● **What is needed**
Go through the data below and return each line containing the word "picture".

● **Exercise data**

=== Section Start ===

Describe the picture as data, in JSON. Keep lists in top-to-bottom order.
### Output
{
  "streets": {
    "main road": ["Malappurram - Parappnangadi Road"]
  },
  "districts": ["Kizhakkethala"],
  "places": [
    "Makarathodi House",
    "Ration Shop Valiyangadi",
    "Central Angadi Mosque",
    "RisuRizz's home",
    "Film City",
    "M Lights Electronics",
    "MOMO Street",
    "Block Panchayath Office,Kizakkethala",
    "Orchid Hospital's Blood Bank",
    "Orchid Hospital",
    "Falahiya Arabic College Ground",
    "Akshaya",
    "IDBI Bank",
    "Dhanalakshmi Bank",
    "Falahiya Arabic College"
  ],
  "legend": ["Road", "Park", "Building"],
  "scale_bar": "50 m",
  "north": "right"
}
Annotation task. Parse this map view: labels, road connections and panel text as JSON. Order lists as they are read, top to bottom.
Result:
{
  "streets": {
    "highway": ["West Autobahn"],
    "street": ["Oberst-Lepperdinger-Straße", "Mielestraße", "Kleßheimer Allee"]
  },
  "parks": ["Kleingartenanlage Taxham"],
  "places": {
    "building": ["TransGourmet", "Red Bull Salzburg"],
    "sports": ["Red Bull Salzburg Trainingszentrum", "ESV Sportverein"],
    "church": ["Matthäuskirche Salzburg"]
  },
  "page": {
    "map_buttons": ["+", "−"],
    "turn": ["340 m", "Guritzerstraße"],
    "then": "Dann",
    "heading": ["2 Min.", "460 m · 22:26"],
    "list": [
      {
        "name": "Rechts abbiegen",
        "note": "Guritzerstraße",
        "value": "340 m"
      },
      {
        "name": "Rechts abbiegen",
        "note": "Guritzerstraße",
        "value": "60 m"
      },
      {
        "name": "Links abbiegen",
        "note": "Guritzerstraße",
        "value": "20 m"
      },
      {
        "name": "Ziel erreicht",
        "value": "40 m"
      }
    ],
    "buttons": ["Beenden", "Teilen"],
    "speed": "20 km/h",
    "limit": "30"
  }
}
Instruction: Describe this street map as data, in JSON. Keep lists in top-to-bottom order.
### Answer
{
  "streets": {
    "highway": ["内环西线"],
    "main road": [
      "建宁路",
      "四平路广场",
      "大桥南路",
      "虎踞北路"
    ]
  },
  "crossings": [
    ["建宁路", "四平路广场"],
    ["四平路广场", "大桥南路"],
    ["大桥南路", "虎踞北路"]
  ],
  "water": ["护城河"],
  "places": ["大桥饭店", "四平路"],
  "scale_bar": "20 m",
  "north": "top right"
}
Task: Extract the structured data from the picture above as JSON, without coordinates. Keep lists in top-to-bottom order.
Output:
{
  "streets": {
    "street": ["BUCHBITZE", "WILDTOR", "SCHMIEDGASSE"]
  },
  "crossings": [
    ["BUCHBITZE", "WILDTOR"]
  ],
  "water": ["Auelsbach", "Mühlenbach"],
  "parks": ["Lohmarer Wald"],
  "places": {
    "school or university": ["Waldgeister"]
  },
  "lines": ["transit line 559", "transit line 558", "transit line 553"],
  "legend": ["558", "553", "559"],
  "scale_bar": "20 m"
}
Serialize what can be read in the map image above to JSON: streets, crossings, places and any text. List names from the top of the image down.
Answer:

=== Section End ===

● **Output below**
Describe the picture as data, in JSON. Keep lists in top-to-bottom order.
Task: Extract the structured data from the picture above as JSON, without coordinates. Keep lists in top-to-bottom order.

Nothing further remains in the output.